Patience Carter. You may recognize the name - she is one of 53 survivors of the Orlando shootings. She read a deeply heart wrenching poem on the survivor’s guilt she felt for having survived. Then a funny (read: absolutely not funny at all) thing happened: conspiracy theorists deemed her a “crisis actor.” After she stood up with the courage to detail the attack and her continued troubles dealing with the post traumatic stress, she was labeled an actor. Carter responded via the classiest instagram post pointing out how the insensitivity of others has only motivated her to “heal even faster, and grow even stronger. The courage exhibited by Carter made me think of the power of our voices, and how often we flat out refuse to use them. By remaining silent, especially in situations dealing with justice, integrity, and the safety of others, we degrade ourselves.
Our power is in our voice, yet many times we fail to use it. Why? Judith E. Glaser, a founding member of the Harvard Coaching Institute, notes the biggest cause to be a fear of rejection. In her Psychology Today article she notes how rejection triggers the same physical response as actual physical pain - rejection literally hurts. A Harvard Business Review article notes some other reasons for not speaking up to be a fear of repercussions, groupthink, a desire to avoid conflict, denial, and an unwillingness to engage in debate. In some cases, I believe complete shock can also leave a person to remain silent. I mean who hasn’t had the “Did she reallly just say that to me?!” moment? Regardless of the reason, not speaking up has a definite cost. Look at Orlando. Look at Flint. Saying nothing can literally amount to the loss of life, and I’m sure the physical pain caused by rejection does not even come close to the pain one’s conscience must feel when others lose their lives over his or her’s refusal to act and speak up.
The cost of remaining silent does not always surmount to the loss of life. Sometimes it boils down to a loss of self. There are countless times where I wish I would have spoken up to someone who said something inappropriate. I’ll share one with you. Before I entered the workforce, I was completely aware of sexual harassment. I was also aware that at some point, I would probably have to deal with sexual harassment, or at the very least, a co-worker giving me unwanted advances and compliments. However, when the time came: I WAS NOT READY. Being asked to discuss my sexual activity? Being asked if I watched Cinemax After Dark? I was unprepared to face these questions - and I shouldn’t have to be. At the time, I couldn’t even formulate a proper response to tell them how inappropriate they were for even asking me these questions, and at work, no less! I just awkwardly laughed, and ignored them.
So, how does one go about responding and speaking out for themselves in situations where it could make things even more uncomfortable if she speaks out?

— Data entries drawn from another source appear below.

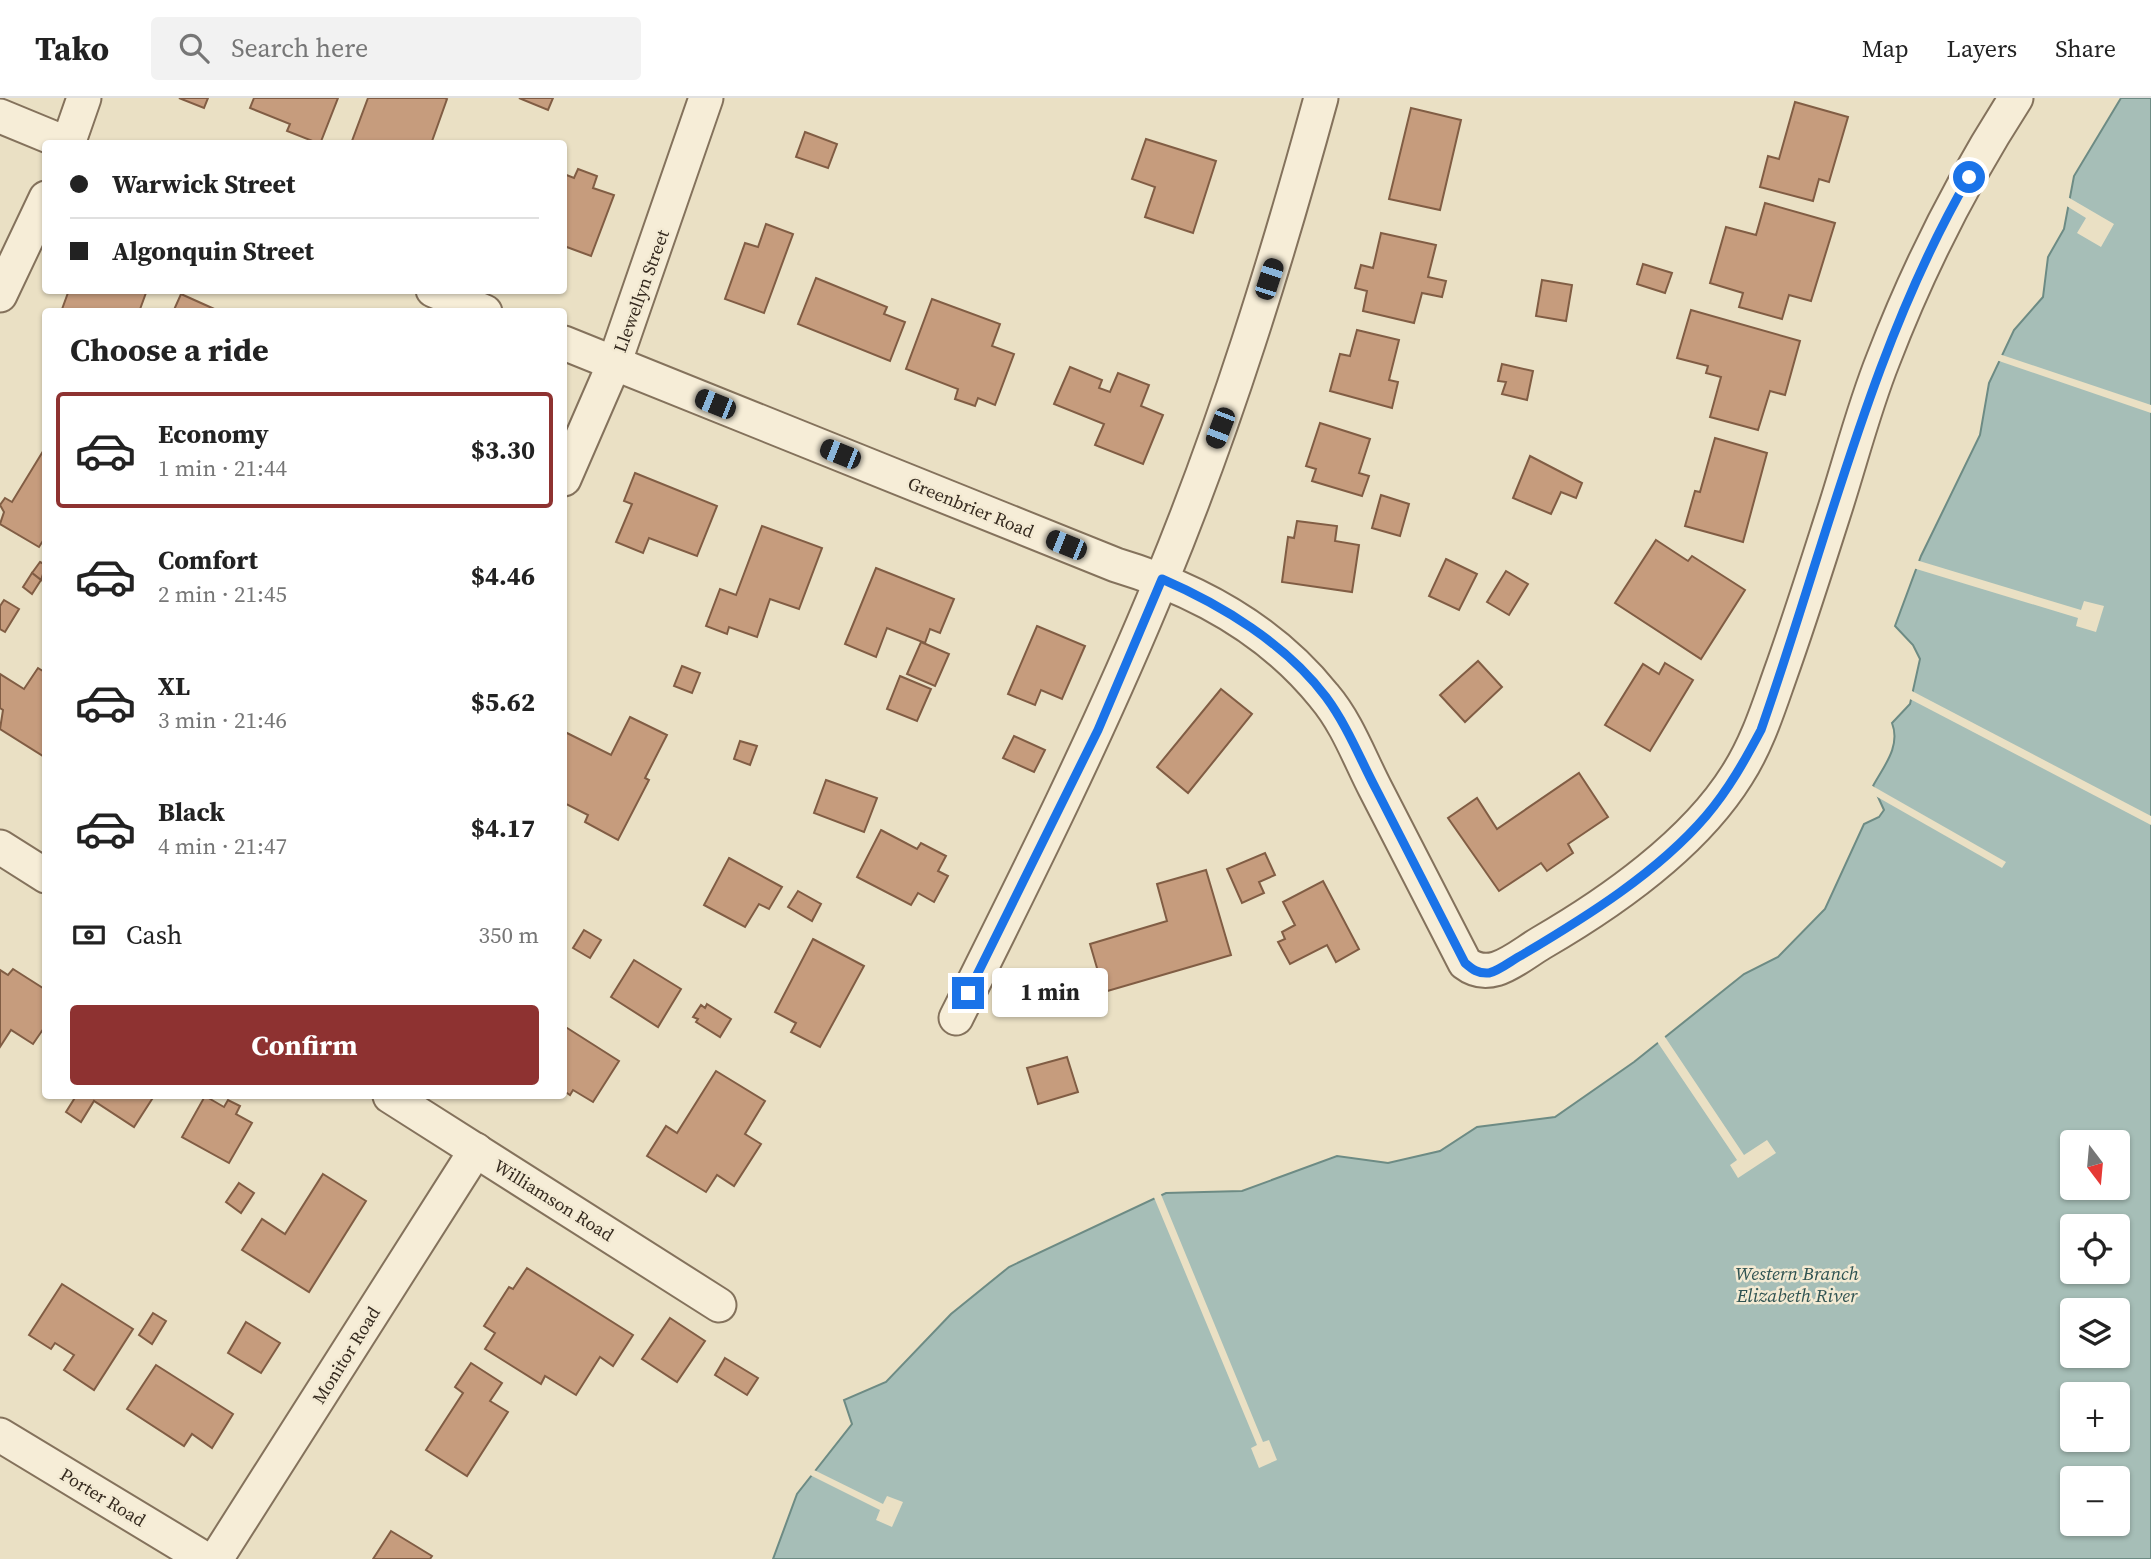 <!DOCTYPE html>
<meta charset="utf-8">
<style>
:root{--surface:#fff;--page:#f2f2f2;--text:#222;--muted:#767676;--line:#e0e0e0;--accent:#8e3231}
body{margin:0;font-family:"Source Serif 4",serif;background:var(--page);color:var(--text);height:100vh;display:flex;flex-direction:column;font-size:26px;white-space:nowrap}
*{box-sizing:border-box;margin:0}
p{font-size:23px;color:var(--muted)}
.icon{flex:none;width:38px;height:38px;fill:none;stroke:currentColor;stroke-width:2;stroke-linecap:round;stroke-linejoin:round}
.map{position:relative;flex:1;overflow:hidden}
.side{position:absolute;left:42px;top:210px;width:525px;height:791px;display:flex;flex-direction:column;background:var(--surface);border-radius:7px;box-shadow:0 2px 5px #0004}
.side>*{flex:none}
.guide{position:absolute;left:42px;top:42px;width:525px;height:154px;border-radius:7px;box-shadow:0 2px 5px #0004;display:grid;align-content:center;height:154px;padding:0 28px;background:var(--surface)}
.needle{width:46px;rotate:164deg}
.tools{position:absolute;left:2060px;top:1032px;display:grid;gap:14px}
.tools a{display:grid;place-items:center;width:70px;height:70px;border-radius:7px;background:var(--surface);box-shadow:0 2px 5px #0004;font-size:35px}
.end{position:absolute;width:32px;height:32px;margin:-16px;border:9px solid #1a73e8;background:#fff;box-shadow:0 0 0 4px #fff}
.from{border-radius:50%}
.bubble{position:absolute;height:49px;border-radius:7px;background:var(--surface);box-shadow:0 2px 5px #0004;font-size:23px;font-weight:700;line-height:49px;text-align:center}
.car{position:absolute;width:21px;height:42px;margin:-21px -10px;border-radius:9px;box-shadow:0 0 5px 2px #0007;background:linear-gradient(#222 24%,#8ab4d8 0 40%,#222 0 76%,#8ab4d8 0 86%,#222 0)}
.guide b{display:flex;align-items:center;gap:24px;height:66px;font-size:26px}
.guide b+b{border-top:2px solid var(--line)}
.guide i{width:18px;height:18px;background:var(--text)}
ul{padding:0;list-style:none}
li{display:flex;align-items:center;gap:21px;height:116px;margin:0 14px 10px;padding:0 14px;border:4px solid transparent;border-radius:7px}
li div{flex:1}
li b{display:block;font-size:26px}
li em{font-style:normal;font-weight:700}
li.selected{border-color:var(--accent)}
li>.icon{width:63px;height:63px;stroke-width:1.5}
h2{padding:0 28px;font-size:32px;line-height:84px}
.pay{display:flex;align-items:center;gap:18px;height:77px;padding:0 28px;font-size:26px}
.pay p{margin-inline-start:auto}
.primary-button{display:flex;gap:14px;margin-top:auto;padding:14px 28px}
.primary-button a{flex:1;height:80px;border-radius:7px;background:var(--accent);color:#fff;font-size:28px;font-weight:700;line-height:80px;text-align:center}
header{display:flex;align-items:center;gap:42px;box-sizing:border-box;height:98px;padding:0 35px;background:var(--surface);border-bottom:2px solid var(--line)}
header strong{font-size:33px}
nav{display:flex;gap:38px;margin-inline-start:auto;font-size:24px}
.search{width:490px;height:63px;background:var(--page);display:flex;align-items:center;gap:18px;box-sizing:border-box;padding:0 24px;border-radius:7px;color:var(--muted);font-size:26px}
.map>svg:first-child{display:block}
.water{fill:#a6beb7;stroke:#6d8b84;stroke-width:2;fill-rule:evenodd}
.pier{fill:#eae0c4}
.building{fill:#c69c7d;stroke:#815d44;stroke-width:2}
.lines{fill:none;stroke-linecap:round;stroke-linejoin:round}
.street-casing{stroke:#84725c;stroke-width:37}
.street{stroke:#f6edd7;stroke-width:33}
.route{stroke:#1a73e8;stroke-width:9}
.labels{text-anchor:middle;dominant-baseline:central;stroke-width:5;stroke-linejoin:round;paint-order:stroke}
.street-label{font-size:18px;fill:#352a1f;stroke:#f3ead3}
.water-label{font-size:19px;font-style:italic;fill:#2f5352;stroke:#f3ead3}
</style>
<header>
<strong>Tako</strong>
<div class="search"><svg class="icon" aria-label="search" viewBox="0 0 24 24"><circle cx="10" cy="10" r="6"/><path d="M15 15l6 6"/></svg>Search here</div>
<nav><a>Map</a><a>Layers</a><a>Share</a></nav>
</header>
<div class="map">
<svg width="2151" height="1461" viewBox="0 0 2151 1461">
<rect width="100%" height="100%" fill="#eae0c4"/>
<path class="water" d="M2121 0H2151V1461H773L797 1396 852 1326 844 1302 886 1284 951 1216 1009 1169 1166 1095 1242 1093 1337 1058 1388 1065 1440 1053 1477 1029 1555 1019 1634 964 1744 876 1778 859 1825 811 1864 726 1879 719 1884 712 1873 688C1884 668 1901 648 1892 625L1910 606 1920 561 1913 547 1895 528 1921 458 1980 337 1989 285 2014 232 2043 199 2048 159 2064 131 2074 78ZM2072 1045H2118V1090H2072ZM2072 1129H2118V1174H2072ZM2072 1213H2118V1258H2072ZM2072 1297H2118V1342H2072ZM2072 1381H2118V1426H2072Z"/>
<g class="pier">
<polygon points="2066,98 2114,126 2101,149 2077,135 2086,120 2065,107"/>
<polygon points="1999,256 2151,307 2151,315 1996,262"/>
<polygon points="1916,462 2081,512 2084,503 2104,508 2096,534 2076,528 2078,520 1913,470"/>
<polygon points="1910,592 2151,718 2151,727 1908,600"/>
<polygon points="1869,686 2006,764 2002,770 1872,696"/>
<polygon points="1663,936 1744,1057 1767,1042 1776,1055 1738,1080 1730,1067 1737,1062 1656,942"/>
<polygon points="1160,1094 1263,1344 1269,1342 1277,1362 1259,1370 1251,1350 1257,1347 1153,1097"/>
<polygon points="812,1371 883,1406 887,1398 903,1404 892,1429 876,1422 880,1412 808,1376"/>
</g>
<g class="building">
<polygon points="179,0 208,0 204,10"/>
<polygon points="254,0 338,0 320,46 287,33 290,26 250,10"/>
<polygon points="368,0 445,0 447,1 431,46 360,46 352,43"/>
<polygon points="519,0 553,0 548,12"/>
<polygon points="1795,4 1848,19 1829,84 1819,81 1813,103 1760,89 1768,58 1779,61"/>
<polygon points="1411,10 1461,22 1440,112 1389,101"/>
<polygon points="805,34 837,46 828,70 796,59"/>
<polygon points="1146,41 1216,63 1193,135 1145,119 1155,89 1132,81"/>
<polygon points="578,71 597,78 593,90 614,97 591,158 564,148 564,76 574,80"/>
<polygon points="1765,105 1835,125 1811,203 1789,197 1782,221 1739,209 1743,195 1710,185 1726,129 1756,137"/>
<polygon points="766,126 793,136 764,215 725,201 745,145 758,149"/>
<polygon points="1381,135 1436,147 1428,179 1446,183 1442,199 1422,195 1414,225 1363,213 1367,193 1355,190 1361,167 1373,170"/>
<polygon points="1643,166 1672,175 1665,195 1637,186"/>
<polygon points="816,180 887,209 884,216 905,224 890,263 798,226"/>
<polygon points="1542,182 1572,187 1566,223 1536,218"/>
<polygon points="69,192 147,192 139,214 61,214"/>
<polygon points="181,196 221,214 173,214"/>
<polygon points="932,201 1000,226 992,248 1014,256 995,307 978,300 975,308 955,301 958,291 906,271"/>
<polygon points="1691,212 1800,243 1785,297 1770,293 1758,332 1710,319 1721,279 1706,275 1708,268 1677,260"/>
<polygon points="1357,232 1399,242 1389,282 1398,284 1392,310 1330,293 1340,256 1350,258"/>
<polygon points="1502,266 1533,273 1527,302 1502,296 1506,284 1498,283"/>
<polygon points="1070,269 1102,282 1099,290 1110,294 1118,275 1149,287 1141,308 1163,317 1143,366 1095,347 1104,326 1054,306"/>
<polygon points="1320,325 1370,341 1359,375 1369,378 1362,398 1312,383 1316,371 1306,368"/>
<polygon points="1715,340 1767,355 1743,444 1685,428 1695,393 1700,394"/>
<polygon points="45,350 46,438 39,449 0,426 4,414 0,407 5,400 12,404"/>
<polygon points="1530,358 1582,385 1576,400 1561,394 1551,416 1513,400"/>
<polygon points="635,375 717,408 697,458 649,440 643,455 616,444 632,406 624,403"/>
<polygon points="1381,397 1409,406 1400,438 1372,430"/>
<polygon points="1297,423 1337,428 1335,443 1359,447 1352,494 1282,484 1288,439 1294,440"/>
<polygon points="762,428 822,450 799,511 770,501 757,539 729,529 727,536 706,528 720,491 736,497"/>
<polygon points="1656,442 1688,463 1692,458 1745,492 1701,561 1615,505"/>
<polygon points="1446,461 1477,476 1459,512 1429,498"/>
<polygon points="40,464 46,467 41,482 32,475"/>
<polygon points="876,470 954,501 940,535 930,531 925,545 887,530 876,559 845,546"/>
<polygon points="1506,473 1528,486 1509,517 1487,504"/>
<polygon points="32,475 41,482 32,496 23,489"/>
<polygon points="4,502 19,511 5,534 0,531 0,508"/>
<polygon points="1037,528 1085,548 1062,601 1041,592 1035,607 1008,596"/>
<polygon points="921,544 949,556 935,588 907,576"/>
<polygon points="1478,563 1502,589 1465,624 1440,597"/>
<polygon points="1665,565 1693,582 1650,653 1605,627 1643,566 1659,576"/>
<polygon points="682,568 700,575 692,595 674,588"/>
<polygon points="38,570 46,575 46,653 43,658 0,631 3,612 0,610 0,576 24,591"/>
<polygon points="900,578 931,591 917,623 887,611"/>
<polygon points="1221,591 1252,616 1188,695 1157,669"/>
<polygon points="630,619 667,637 645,680 649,682 618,742 585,724 588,717 564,705 564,637 565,634 611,657"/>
<polygon points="1014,638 1045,652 1034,674 1003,660"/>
<polygon points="740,643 757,648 750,667 734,661"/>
<polygon points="1579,675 1608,719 1568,746 1573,755 1547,773 1541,765 1499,793 1448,720 1477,700 1497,731"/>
<polygon points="826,682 877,700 864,734 814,715"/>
<polygon points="881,732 917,751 921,745 946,758 938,773 948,778 934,804 918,795 911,807 857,779"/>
<polygon points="1265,755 1275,777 1259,784 1264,795 1242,805 1227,771"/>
<polygon points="729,760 782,789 769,811 759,806 745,829 704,807"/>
<polygon points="1206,772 1231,857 1104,894 1090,846 1167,823 1157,786"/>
<polygon points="1323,783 1359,851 1336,864 1327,847 1290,866 1278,844 1285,841 1282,834 1295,827 1283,804"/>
<polygon points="798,793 821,806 812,823 788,809"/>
<polygon points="584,832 601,842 590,860 573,850"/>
<polygon points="813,841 864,868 820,949 791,934 796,925 775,914"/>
<polygon points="634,862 681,891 658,929 611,899"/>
<polygon points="13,871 46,892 46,927 33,946 11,932 0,949 0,872 8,877"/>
<polygon points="707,906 731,921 720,939 696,924 698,921 693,919 701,907 705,910"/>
<polygon points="564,928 619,963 593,1004 573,992 570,997 564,993"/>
<polygon points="1067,959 1078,994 1038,1006 1027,970"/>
<polygon points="716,973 765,1003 745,1036 761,1046 734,1088 717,1077 706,1094 647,1058 666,1028 677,1035"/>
<polygon points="76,998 154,998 134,1029 94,1003 81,1024 66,1014"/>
<polygon points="205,998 224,1009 228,1002 240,1008 236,1016 252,1025 229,1065 182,1039"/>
<polygon points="323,1076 366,1103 309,1194 242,1152 262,1121 285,1136"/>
<polygon points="239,1085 254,1095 241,1115 226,1104"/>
<polygon points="527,1170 633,1237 613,1268 600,1259 576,1297 545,1278 541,1286 485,1251 495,1235 484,1228 509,1189 513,1191"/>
<polygon points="62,1186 133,1231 94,1292 64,1272 74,1257 55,1245 51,1251 29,1237"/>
<polygon points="153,1215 166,1223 152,1246 139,1237"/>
<polygon points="670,1220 705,1243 677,1284 642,1261"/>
<polygon points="246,1224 280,1245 261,1275 228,1255"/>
<polygon points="725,1260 758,1280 747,1297 715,1277"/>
<polygon points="471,1265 502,1285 490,1303 508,1314 467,1378 426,1352 463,1295 455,1289"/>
<polygon points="156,1267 233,1316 212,1350 192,1336 184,1348 127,1311"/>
<polygon points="391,1433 432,1458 430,1461 373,1461"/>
</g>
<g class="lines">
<defs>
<g id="street">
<polyline points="0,18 68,46"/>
<polyline points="68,46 84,0"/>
<polyline points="433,192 485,214"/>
<polyline points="0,197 46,100"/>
<path d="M564 245 1116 467C1196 491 1271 532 1324 598 1347 625 1359 659 1375 690 1405 748 1435 807 1465 865 1491 885 1516 860 1541 845 1610 805 1694 746 1737 677 1757 646 1768 611 1780 577 1799 524 1816 470 1833 417 1850 365 1863 312 1883 262 1918 171 1963 82 2016 0"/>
<polyline points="564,381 614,266 706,0"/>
<polyline points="0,749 46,778"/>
<path d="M956 920C1028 776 1100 632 1161 483 1226 326 1276 164 1321 0"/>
<polyline points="390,998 719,1207"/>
<polyline points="0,1337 205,1461"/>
<polyline points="216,1461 476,1052"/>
</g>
</defs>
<use href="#street" class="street-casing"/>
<use href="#street" class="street"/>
</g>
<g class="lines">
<path class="route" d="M968 895 1098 632 1162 481C1222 507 1286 546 1326 599 1348 629 1360 661 1377 693 1406 750 1436 808 1465 865 1472 871 1478 876 1489 875 1499 873 1512 862 1522 857 1586 819 1657 775 1706 718 1729 691 1745 662 1761 632 1826 447 1871 248 1969 79"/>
</g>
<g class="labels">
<g class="street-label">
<text transform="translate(641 193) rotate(-70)">Llewellyn Street</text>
<text transform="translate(971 409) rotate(22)">Greenbrier Road</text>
<text transform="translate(554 1102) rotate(32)">Williamson Road</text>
<text transform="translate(346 1257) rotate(-58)">Monitor Road</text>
<text transform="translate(103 1399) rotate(31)">Porter Road</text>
</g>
<g class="water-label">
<text x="1797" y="1175">Western Branch<tspan x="1797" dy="22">Elizabeth River</tspan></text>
</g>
</g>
</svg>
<div class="tools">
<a><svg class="needle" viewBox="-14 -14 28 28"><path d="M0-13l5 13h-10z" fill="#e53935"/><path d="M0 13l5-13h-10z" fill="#767676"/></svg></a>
<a><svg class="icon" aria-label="locate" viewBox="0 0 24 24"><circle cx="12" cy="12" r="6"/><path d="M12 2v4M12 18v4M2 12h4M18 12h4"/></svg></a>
<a><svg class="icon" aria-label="layers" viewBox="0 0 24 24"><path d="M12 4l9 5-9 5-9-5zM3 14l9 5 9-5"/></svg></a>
<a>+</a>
<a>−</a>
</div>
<i class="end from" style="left:1969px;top:79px"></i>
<i class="end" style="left:968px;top:895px"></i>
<div class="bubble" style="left:992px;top:870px;width:116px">1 min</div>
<i class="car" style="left:1269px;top:181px;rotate:18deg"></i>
<i class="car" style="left:715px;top:306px;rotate:292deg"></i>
<i class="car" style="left:1220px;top:330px;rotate:201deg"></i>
<i class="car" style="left:840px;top:356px;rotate:292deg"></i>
<i class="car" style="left:1066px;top:447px;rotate:292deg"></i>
<div class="guide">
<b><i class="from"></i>Warwick Street</b>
<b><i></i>Algonquin Street</b>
</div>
<section class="side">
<h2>Choose a ride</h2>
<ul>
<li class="selected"><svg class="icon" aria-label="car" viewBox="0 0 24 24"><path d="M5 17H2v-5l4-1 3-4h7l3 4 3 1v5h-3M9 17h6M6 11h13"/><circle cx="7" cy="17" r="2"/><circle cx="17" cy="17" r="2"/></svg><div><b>Economy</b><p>1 min · 21:44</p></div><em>$3.30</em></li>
<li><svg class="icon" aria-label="car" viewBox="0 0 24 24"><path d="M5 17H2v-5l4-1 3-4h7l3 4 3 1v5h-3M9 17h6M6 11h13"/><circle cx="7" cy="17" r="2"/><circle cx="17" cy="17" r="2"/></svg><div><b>Comfort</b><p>2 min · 21:45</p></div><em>$4.46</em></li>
<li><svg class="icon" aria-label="car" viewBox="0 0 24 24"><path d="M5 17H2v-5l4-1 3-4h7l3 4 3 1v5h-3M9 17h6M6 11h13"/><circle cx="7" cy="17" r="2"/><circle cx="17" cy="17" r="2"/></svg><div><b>XL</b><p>3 min · 21:46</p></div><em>$5.62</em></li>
<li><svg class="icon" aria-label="car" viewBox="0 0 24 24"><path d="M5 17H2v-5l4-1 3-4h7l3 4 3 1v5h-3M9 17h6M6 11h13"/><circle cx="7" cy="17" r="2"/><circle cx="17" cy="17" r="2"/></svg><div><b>Black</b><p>4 min · 21:47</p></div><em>$4.17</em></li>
</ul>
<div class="pay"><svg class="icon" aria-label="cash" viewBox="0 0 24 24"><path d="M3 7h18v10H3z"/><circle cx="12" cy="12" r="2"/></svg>Cash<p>350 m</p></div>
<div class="primary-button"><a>Confirm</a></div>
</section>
</div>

1. First, and most importantly, don’t worry about being uncomfortable. YOU didn’t make anything weird. The person who said or did something that was totally inappropriate did. It’s now up to you to respond to the situation in a cool, appropriate manner, while still letting him/her know that what they did was totally not cool.
2. Remember: by speaking up, you are elucidating your own power. You are holding on to your sense of self and your self-worth by speaking out against whatever bullshit someone said or did to make you feel awkward. You were given a voice for a reason, and using it right now could really make a difference down the line. Plus, you won’t ever feel any regret for standing up for yourself (or another person) but you will feel regret for remaining silent when you know you should have said something.
3. This one is really important. Always be mindful of how you respond. Saying the right thing in the wrong way could make the situation even more volatile. And whatever you do, remember this principle from Dale Carnegie’s How to Win Friends & Influence People: “Don’t criticize, condemn, or complain.” The second you do that is the second the person shuts out everything else you are saying and begins to justify the bad behavior. Check out this example from the Real World where Jenna totally shuts down anything her roommates have to say because she is constantly being labeled:
The following tips are from the Teaching Tolerance Project (click the link to see the rest!):
4. Plan your response beforehand. You have already been placed in similar situations countless times, maybe you didn’t speak up once, but you’ve promised yourself that you will speak up the next time. Thus, you can make a hypothesis of what types of situations you can expect to be in and plan your responses accordingly. A lot of the times open-ended questions are good responses i.e. “Why do you say that?” or “How did you develop that belief?” or “Why do you think it’s okay to touch a total stranger?” (Well that last one was from me.)
5. Identify the behavior! Sometimes all it takes is pointing out the behavior candidly. If a person says something totally inappropriate, identify that appropriate behavior directly, i.e. “It seems like you are saying/doing X, is that correct?” Make sure to avoid labeling people! Remember Carnegie’s three C’s: don’t Criticize, Condemn, or Complain!
Well, that’s all I have for ya. The next time someone says or does something that makes you feel some type of way, you now have the tools to show them why that just wasn’t cool, without being labeled a douche. Use your voice, it is a powerful tool. History has shown that when people use their voices together, change happens. It only takes one person to speak the truth, and others will follow. For all you know, that one person could be you. So speak up, my friends! You never know whose life could be depending on it!